Dataset entries:
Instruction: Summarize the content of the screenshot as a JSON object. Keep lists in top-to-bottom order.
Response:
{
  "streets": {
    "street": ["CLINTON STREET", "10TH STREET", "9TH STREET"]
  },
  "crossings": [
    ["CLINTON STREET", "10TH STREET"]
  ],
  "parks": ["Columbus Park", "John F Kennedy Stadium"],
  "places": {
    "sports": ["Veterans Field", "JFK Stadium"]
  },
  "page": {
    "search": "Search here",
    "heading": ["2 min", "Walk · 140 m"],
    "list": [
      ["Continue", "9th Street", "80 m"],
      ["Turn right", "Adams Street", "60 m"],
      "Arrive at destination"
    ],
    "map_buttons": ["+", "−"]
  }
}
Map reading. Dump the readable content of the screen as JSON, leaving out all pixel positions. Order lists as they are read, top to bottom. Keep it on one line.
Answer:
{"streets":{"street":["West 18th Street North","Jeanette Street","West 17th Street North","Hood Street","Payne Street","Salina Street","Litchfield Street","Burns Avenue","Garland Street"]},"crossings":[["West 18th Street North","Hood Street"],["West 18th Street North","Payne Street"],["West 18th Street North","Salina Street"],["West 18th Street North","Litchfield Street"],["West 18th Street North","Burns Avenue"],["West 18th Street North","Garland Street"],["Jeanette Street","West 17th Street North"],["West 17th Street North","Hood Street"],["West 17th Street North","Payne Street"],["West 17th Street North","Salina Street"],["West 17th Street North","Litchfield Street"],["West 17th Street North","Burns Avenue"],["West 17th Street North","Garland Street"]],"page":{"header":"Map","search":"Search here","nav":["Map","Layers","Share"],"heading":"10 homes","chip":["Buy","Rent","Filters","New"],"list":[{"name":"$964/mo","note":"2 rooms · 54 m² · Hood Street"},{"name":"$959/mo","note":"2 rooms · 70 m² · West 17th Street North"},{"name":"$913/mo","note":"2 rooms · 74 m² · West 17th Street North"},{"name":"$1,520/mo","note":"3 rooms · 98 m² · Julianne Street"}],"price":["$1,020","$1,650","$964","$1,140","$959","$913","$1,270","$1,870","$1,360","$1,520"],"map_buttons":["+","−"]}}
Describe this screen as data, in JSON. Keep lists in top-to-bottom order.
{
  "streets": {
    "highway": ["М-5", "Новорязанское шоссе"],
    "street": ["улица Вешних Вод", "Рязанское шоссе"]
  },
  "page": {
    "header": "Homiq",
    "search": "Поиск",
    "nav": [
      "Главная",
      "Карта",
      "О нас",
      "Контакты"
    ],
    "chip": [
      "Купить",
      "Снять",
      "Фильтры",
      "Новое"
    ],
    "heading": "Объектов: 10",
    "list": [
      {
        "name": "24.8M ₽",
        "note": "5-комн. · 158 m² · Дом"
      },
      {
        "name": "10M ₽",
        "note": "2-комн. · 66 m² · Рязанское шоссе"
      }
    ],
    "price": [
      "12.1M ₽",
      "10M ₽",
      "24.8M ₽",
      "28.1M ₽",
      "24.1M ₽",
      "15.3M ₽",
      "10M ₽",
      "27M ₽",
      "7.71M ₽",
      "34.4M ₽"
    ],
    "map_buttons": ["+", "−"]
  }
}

*ABOUT THIS TASK:*
If a line of the data contains "content", copy it out.

*OUTPUT:*
Instruction: Summarize the content of the screenshot as a JSON object. Keep lists in top-to-bottom order.
Map reading. Dump the readable content of the screen as JSON, leaving out all pixel positions. Order lists as they are read, top to bottom. Keep it on one line.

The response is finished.